Malgré la distance qui nous sépare au Cameroun, nous avons toujours un rôle important à jouer dans le sens de la conscientisation et de la
mobilisation du peuple camerounais. En effet à travers les sites sociaux tels Facebook, twitter et autres, nous avons régulièrement des échanges avec les jeunes camerounais qui nous parlent
de leurs angoisses existentielles au Cameroun, de leur misère, et parfois même du peu d’espoir qu’ils ont pour un avenir meilleur. Ce sont généralement des jeunes diplômés sans emploi ou
avec emploi informels, qui sont moto taximen, sauveteurs, et autres. Nous de la diaspora, ne pouvant rester indifférents face à ces conditions de jeunes camerounais, ne pouvons que travailler
avec eux pour qu’ils prennent leur destin en main et demandent la satisfaction de leurs demandes légitimes. Nous assurons ensuite le relai de ces demandes légitimes de Camerounais dans la
diaspora, ainsi que la dissémination des informations concernant les multiples violations des droits de l’homme ayant cours dans notre pays. Bref, les Camerounais de l’intérieur ont plus de
motivation pour confronter le gouvernement en ce qui concerne leurs problèmes quand ils se sentent soutenus par la diaspora.
Au Cameroun, par contre, on a noté l’absence, le 23 février, de certains grands noms de l’opposition, qui n’ont pas osé manifester. Quel
est votre sentiment face à cette attitude ? Avez-vous le sentiment, vous de la diaspora, d’être les seuls à lutter véritablement ?

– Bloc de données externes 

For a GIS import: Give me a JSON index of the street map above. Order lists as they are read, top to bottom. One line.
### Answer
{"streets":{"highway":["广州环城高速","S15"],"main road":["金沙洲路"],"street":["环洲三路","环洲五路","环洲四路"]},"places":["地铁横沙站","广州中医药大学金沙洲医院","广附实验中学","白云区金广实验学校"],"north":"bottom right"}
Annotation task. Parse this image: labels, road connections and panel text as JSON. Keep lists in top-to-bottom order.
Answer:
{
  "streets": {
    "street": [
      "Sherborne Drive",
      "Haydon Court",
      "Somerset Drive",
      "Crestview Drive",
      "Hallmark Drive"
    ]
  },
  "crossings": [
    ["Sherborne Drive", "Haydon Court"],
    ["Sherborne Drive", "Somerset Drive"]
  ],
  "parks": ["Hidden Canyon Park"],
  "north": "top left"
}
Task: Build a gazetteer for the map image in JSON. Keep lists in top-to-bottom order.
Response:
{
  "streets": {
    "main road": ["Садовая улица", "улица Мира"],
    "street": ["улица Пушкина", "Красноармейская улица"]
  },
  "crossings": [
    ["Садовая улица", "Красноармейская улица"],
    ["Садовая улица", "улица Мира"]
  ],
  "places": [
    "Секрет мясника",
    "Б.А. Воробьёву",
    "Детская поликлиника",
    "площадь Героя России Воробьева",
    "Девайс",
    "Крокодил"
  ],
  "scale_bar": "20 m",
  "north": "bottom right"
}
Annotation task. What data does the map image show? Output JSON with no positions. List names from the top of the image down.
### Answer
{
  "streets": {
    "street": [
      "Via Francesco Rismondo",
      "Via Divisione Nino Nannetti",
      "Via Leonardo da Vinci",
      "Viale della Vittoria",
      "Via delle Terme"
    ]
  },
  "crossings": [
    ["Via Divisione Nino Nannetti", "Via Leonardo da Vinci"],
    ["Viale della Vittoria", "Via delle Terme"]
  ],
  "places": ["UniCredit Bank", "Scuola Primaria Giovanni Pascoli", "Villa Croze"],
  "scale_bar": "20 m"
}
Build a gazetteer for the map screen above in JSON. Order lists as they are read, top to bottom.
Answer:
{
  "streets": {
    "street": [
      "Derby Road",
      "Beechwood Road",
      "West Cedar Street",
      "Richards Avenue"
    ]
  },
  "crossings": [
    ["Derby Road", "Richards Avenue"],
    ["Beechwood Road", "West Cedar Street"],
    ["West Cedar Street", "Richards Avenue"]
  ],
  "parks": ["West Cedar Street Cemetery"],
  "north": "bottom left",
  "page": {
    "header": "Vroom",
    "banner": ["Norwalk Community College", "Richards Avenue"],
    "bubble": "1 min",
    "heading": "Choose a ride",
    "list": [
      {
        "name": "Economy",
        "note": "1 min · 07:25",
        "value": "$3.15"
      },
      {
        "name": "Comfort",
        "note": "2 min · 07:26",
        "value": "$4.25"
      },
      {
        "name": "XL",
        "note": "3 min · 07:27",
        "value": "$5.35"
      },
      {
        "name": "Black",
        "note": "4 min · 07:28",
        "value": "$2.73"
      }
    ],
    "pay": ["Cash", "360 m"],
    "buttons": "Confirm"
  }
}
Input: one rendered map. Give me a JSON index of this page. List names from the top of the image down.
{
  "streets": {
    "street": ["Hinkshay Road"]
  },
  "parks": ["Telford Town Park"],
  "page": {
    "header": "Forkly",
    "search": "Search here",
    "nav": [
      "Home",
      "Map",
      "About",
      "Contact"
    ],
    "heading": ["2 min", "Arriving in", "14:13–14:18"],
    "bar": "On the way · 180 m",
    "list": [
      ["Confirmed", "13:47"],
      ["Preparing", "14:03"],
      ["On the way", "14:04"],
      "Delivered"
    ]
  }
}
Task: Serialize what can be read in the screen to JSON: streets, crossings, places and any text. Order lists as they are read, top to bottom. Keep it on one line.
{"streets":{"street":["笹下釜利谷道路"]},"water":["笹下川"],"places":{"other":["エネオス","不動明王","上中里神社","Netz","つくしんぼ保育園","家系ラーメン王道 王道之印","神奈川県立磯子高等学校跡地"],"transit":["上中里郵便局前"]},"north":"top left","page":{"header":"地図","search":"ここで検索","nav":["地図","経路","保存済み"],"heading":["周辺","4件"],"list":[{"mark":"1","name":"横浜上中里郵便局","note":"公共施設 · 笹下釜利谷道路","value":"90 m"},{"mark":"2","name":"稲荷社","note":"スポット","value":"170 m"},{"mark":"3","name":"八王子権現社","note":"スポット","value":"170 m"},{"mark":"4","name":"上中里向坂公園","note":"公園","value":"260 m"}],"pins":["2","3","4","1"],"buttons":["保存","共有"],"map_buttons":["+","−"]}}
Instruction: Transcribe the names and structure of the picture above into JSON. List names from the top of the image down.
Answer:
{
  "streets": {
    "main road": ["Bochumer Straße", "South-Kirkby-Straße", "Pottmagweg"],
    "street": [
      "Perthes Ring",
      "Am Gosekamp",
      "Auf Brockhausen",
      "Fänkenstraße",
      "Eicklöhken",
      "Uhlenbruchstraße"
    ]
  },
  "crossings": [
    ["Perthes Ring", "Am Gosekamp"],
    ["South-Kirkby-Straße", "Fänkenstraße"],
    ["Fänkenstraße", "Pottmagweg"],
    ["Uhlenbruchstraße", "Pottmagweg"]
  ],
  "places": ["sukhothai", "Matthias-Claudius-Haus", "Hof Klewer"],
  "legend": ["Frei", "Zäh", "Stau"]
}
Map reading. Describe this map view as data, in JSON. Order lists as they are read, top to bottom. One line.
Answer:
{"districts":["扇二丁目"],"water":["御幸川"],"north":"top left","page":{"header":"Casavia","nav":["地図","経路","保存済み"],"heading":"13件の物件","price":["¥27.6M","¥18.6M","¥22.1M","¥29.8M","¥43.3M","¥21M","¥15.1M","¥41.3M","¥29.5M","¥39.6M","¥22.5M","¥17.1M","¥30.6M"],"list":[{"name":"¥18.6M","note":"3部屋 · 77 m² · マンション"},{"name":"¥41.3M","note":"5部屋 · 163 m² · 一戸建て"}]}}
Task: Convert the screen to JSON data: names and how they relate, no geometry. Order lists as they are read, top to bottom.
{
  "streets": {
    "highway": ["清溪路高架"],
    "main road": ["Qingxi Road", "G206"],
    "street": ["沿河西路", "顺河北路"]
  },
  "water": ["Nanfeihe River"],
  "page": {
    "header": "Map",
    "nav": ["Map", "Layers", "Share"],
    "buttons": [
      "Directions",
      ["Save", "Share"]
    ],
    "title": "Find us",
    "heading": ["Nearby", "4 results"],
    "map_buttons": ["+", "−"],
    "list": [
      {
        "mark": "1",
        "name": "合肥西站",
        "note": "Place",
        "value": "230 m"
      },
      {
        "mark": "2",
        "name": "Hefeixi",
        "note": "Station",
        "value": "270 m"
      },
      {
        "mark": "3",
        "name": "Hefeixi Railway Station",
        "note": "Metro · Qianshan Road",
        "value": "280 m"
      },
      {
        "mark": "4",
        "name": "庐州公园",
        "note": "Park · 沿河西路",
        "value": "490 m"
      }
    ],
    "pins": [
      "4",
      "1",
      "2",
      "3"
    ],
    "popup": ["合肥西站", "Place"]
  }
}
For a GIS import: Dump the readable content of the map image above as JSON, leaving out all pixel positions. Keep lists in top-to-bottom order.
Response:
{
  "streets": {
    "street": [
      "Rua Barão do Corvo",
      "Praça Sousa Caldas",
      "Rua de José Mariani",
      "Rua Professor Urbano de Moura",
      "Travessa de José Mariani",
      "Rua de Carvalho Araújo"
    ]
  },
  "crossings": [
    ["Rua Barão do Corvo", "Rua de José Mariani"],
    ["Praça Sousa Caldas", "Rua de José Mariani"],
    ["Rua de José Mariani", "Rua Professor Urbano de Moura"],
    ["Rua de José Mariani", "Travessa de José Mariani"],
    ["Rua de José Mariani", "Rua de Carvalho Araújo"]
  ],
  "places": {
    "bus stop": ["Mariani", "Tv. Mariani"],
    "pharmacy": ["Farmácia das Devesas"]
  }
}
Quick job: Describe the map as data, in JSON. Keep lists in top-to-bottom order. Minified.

Je puis vous dire ici que l’opposition est quasi-inexistence au Cameroun. Mais il reste tout de même certains éléments de l’opposition et de la
société civile qui se battent véritablement pour le changement chez nous. Nous de la diaspora essayons de travailler en synergie avec ceux là sur certains aspects de la lutte pour le changement
dans notre pays. Mais le plus important pour nous est de travailler en étroite collaboration avec les sans-voix, les laissés-pour compte de la république et tous ceux qui sont sensibles au
sort de ces derniers, pour qu’ils aient le désir et le courage de prendre leur destin en main afin qu’ensemble nous insufflons une dynamique véritable de changement dans notre pays. La diaspora
en a marre des politiciens qui à ce stade de la lutte pour le changement excellent plutôt dans le positionnement au détriment de l’unité d’action sur le terrain. Cela dit, nous de la
diaspora pouvons et devons contribuer à former une coalition pour l’alternance et l’alternative pacifique au Cameroun en œuvrant pour le rapprochement stratégique des différents acteurs du
changement sur le terrain et en apportant un appui logistique et médiatique aux différentes actions pouvant concourir à une alternance pacifique au pouvoir.
Issa Tchiroma, le ministre de la Communication , a accusé la diaspora de manipuler la jeunesse. Comment réagissez-vous à ces
propos ?
Ce monsieur ne sait pas de quoi il parle. Il prend sans doute les jeunes Camerounais pour des bébés. Personne de la diaspora ne manipule les
jeunes Camerounais. Nous travaillons de manière synergique avec les jeunes pour créer les conditions idoines pour leur épanouissement au Cameroun. Vous croyez que les millions des jeunes sans
emploi ont besoin d’être manipulés pour réclamer leurs droits ? Vous croyez que ces jeunes qui sont victimes du népotisme, du favoritisme, de la médiocratie et j’en passe, ont besoin d’être
manipulés pour dire que trop c’est trop ? Tchiroma doit savoir que les jeunes camerounais ont en chacun d’eux un esprit révolutionnaire. La soi-disant paix au Cameroun, dont le gouvernement
se vante tant, n’est qu’une paix de façade qui est mise à mal chaque jour par l’absence de justice sociale, d’équité, de liberté, et par l’absence de l’opportunité d’une vie meilleure pour des
millions de jeunes camerounais. Bref, tant que les jeunes camerounais ne verront pas le bout du tunnel tant promis par Paul Biya, le Cameroun restera un volcan qui peut se réveiller à tout
moment. Pour éviter de réveiller ce volcan, le président Biya doit créer les conditions de son départ avant octobre 2011.